My typical term is 12 weeks. I have an online discussion board for each week, but they can only earn so many points from that—some for writing posts, some for commenting on others. I use a very simple grading system: a good effort in good faith earns full credit. When I switched to this system (rather than trying to figure out the difference between an 87 and 93), quality improved dramatically, because students stopped trying to figure out what boxes to check, and instead worried about what I and their classmates actually thought of their contribution. Lots of students write way more comments on others’ work than they can get credit for.
Btw, this approach has worked especially well during the switch to online teaching.

Ian Schnee
Reply to  Robert Bloomfield
3 years ago

Hi Robert–this is really great, thanks for sharing your experience. My grades were higher as well, which I wasn’t sure how to interpret since it was an unusual spring quarter (on account of the protests, our school recommended making the last week and final exams optional, which we did). I really enjoyed reading that your students are working way harder. If that is true, then I am happy and don’t worry about grade inflation, but I know that is not a widely shared view. And like you say average grades/grade inflation isn’t always an individual decision. I think a lot of instructors/departments will be grading more generously this coming year, so additive grading could be worth trying now more than before.

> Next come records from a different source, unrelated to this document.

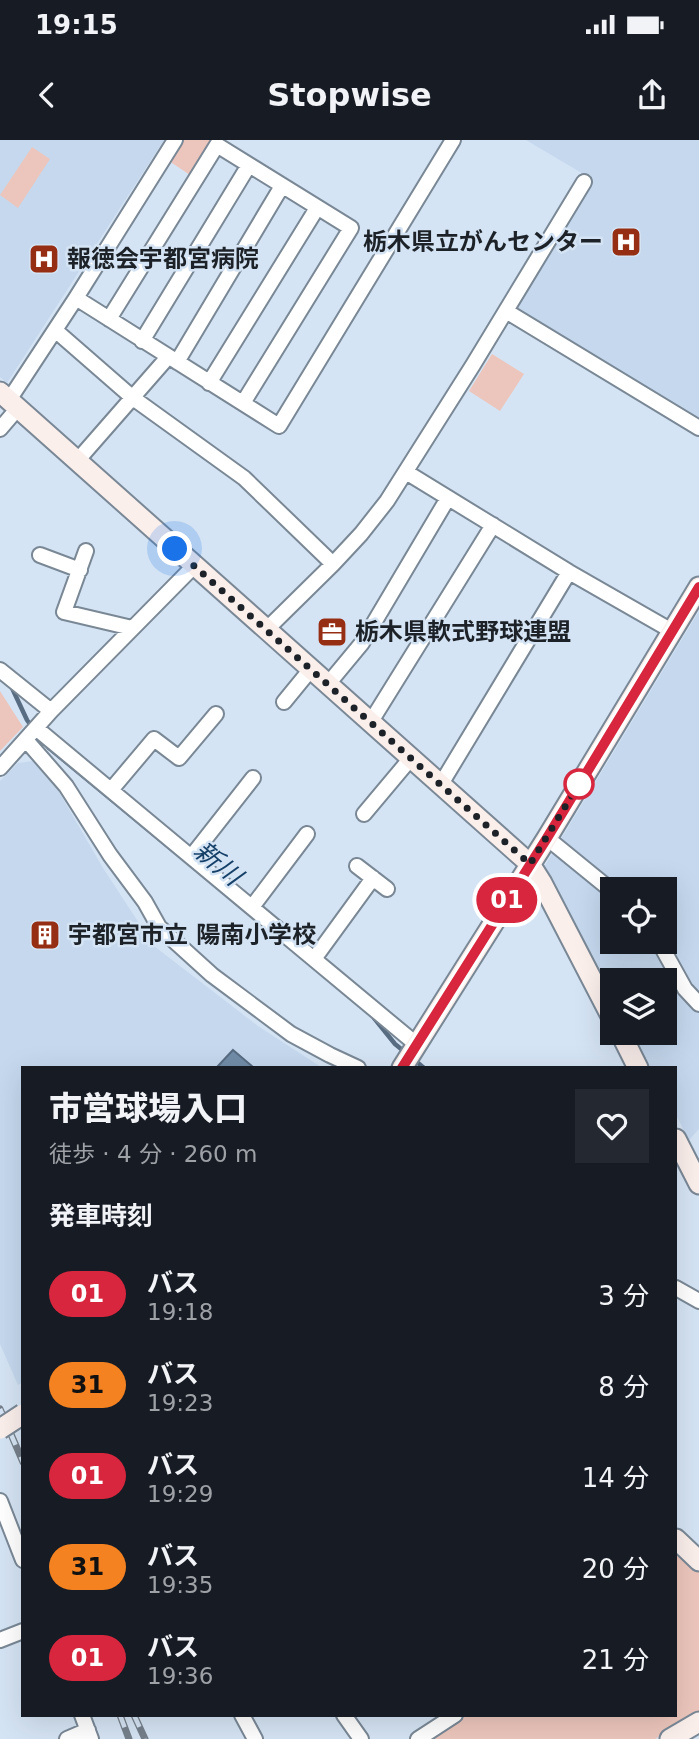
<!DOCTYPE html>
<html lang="ja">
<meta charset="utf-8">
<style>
body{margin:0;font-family:"DejaVu Sans","Noto Sans JP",sans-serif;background:#242831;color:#f1f3f6;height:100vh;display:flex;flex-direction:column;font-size:26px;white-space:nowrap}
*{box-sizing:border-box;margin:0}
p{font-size:23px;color:#9ea1a6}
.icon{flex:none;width:38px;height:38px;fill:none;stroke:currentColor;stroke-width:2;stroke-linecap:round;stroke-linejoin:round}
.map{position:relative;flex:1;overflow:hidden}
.details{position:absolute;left:21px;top:926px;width:656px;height:651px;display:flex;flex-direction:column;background:#171b24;border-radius:0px;box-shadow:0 7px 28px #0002}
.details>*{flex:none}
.badge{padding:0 14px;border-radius:23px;font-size:24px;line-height:46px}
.controls{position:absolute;left:600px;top:737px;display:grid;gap:14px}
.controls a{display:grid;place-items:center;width:77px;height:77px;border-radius:0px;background:#171b24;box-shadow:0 7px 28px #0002;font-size:35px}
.you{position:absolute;width:35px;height:35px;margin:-18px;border:5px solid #fff;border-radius:50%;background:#1a73e8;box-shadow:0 0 0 10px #1a73e833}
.map>.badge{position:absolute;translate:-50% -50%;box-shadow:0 0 0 4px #fff}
h2{padding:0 28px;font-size:26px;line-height:63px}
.round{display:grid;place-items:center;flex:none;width:74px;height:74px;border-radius:0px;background:#242831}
.overview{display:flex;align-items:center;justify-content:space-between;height:119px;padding:0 28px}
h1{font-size:33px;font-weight:800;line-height:52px}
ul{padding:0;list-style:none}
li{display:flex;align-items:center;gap:21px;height:91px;padding:0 28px}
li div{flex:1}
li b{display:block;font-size:26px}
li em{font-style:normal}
li .badge{min-width:77px;font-weight:700;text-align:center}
.status{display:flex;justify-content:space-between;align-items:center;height:49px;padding:0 35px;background:#171b24;direction:ltr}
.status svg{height:19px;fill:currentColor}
header{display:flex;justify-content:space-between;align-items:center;height:91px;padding:0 28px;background:#171b24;font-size:32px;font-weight:800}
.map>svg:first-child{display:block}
.built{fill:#c5d8ee;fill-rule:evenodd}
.green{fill:#ecc6bc}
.water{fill:#718ca8;stroke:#586c82;stroke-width:2}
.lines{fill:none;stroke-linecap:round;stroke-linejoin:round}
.stream{stroke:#586c82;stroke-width:4.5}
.street-casing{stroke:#7a8896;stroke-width:18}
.secondary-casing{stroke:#7a8896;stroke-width:23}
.street{stroke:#fff;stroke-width:14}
.secondary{stroke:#fbefec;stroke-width:19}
.rail-casing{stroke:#76808b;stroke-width:7}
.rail{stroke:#d5e4f4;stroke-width:4.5;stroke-dasharray:13;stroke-linecap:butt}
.secondary-bridge-casing{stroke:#7a8896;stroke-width:23;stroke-linecap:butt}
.secondary-bridge{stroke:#fbefec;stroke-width:19}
.line-casing{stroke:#fff;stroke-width:16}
.line{stroke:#d7263d;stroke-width:10}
.walk{stroke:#1c2228;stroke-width:7;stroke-dasharray:0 12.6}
.stop-dot{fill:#fff;stroke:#d7263d;stroke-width:3.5}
.labels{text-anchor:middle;stroke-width:5;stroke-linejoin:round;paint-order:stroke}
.poi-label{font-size:24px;font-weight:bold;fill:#1c2228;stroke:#d5e4f4;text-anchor:start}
.water-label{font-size:26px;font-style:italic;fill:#164068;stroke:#d5e4f4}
</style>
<div class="status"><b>19:15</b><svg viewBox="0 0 49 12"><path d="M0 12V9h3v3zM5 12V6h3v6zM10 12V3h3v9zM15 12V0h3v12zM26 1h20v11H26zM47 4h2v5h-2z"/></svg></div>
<header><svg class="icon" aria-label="back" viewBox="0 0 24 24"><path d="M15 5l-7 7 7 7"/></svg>Stopwise<svg class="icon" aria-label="share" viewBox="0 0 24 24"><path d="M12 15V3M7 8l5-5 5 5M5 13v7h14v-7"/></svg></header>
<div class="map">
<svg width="699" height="1599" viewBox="0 0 699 1599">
<rect width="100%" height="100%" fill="#d5e4f4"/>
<path class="built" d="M0,0H164L7,243L0,237Z
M526,0H699V280L515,166L590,38Z
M699,471V989L689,1000L676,975V928L650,927L632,893L665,892V840H612V856L544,727ZM612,749H665V802H612Z
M33,621L59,652L103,728L154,806L258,886L321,927L23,928V1242L18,1245L0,1204V641L18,623Z"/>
<path class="green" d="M182,0H217L193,37L169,21Z
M32,7L50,19L18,68L0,55Z
M492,214L524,234L500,271L469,251Z
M0,551L23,587L0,611Z
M676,1407L699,1429V1573L655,1599H430L468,1575H676Z"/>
<path class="water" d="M233,910L253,927H217Z"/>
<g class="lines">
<path class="stream" d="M12,548L27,580L32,587
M44,602L49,608L174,711
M374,878L395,904L406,913
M412,918L424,928"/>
<g class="street-casing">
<path id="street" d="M76,158L279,286L453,0
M506,171L699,288
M109,179L217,5L351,88L243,263
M55,190L133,258L244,338L333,424
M142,201L249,25
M177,222L282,46
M209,243L317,68
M9,260L76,158L175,0
M0,289L18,268
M77,321L168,217
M406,332L569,432L672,491
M86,411L64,472L132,488
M40,415L80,430
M267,489L333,424L361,394L387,361L473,225L584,42
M0,530L51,571
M328,544L362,503L448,358
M284,562L311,529
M370,583L493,385
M36,588L416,904
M26,600L66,646L110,715L145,762L159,787L212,835L291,894L330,915L358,928
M0,628L51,571L194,426
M441,644L569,432
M111,650L154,599L179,618L216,574
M364,674L411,618
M547,698L612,751
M191,717L253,638
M357,726L387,749
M252,767L307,694
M659,802L685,849L699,864
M314,819L373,738
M676,1148L699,1161
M0,1361L23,1420
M0,1500L23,1491
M82,1575L91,1599
M242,1575L255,1599
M344,1575L361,1599
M67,1599L88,1590
M418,1599L455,1575"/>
</g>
<g class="secondary-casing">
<path id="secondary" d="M0,252L530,724L542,743L612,878
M620,892L638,928
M402,928L547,698L699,447
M676,999L699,1044
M676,1399L699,1421
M670,1599L699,1582"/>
</g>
<use href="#street" class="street"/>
<use href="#secondary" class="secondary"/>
<g class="rail-casing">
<path id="rail" d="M0,1269L23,1322
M120,1575L129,1599
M134,1575L145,1599"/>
</g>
<use href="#rail" class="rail"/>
<g class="secondary-bridge-casing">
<path id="secondary-bridge" d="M0,1289L23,1274"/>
</g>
<use href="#secondary-bridge" class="secondary-bridge"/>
</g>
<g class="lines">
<g class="line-casing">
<path id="line" d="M402,928L547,698L699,447"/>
</g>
<use href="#line" class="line"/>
<path class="walk" d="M175,409L530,724L579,644"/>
</g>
<defs>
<g id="hospital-square" transform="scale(1.575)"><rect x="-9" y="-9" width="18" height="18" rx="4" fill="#962e13" stroke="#d5e4f4"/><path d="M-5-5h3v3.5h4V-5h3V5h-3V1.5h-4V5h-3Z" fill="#fff"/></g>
<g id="office-square" transform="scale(1.575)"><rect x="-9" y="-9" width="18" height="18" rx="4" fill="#962e13" stroke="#d5e4f4"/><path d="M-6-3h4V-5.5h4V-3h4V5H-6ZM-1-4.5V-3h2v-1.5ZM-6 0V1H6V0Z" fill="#fff"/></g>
<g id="building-square" transform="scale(1.575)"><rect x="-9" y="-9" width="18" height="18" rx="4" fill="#962e13" stroke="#d5e4f4"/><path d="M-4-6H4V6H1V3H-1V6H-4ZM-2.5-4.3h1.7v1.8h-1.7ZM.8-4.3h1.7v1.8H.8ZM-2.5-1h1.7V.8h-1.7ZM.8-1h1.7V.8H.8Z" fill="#fff"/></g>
</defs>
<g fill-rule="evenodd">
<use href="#hospital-square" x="626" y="102"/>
<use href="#hospital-square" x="44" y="119"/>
<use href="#office-square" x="332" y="492"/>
<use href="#building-square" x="45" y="795"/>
</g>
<circle class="stop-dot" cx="579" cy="644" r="14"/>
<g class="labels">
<g class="poi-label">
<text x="603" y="110" text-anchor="end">栃木県立がんセンター</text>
<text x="67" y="127">報徳会宇都宮病院</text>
<text x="355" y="500">栃木県軟式野球連盟</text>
<text x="68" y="803">宇都宮市立 陽南小学校</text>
</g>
<g class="water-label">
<text transform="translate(218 723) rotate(40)" y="9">新川</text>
</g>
</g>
</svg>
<div class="controls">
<a><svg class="icon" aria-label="locate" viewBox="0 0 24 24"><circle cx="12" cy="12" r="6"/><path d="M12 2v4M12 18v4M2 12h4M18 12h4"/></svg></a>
<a><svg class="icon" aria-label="layers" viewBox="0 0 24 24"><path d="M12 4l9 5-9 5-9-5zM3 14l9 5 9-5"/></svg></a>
</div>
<div class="you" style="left:175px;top:409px"></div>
<b class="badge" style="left:507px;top:760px;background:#d7263d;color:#fff">01</b>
<section class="details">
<div class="overview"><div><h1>市営球場入口</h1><p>徒歩 · 4 分 · 260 m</p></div><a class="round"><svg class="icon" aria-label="heart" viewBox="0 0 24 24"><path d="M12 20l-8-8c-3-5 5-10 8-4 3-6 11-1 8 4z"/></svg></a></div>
<h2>発車時刻</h2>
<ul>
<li><span class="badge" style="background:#d7263d;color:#fff">01</span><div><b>バス</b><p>19:18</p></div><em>3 分</em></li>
<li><span class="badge" style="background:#f58220;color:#111">31</span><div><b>バス</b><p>19:23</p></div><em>8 分</em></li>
<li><span class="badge" style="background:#d7263d;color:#fff">01</span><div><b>バス</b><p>19:29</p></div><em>14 分</em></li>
<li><span class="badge" style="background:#f58220;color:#111">31</span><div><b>バス</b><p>19:35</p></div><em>20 分</em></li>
<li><span class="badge" style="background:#d7263d;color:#fff">01</span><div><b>バス</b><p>19:36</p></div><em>21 分</em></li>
</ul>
</section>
</div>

I also completely agree with you about quizzes. I don’ think quizzes are the only good approach (e.g., Socratic note taking by Mark Walker 2017), but they are a very valuable tool.

Kris Rhodes
Kris Rhodes
3 years ago

I’m sympathetic with what you say about the traditional way of teaching writing in philosophy courses but your rubric doesn’t seem to show how your method works as an alternative. Each rubric item contains the word “adequately,” and it seems like you’d have to spend the same amount of time as usual explaining to students what “adequately” means in marginal comments! What are your thoughts about this though?

Ian Schnee
Reply to  Kris Rhodes
3 years ago

Hi Kris–thanks, I really agree with you about showing students what we mean. My approach is to make my own example papers and commentaries. On the rubrics then we didn’t provide much feedback. There were a few common problems, like students not discussing the formal features of a film at all, so we just copy and pasted that note on the rubric feedback. Fair point about “adequately”. Since we were using a largely labor-based model, the bar for adequate was not super high.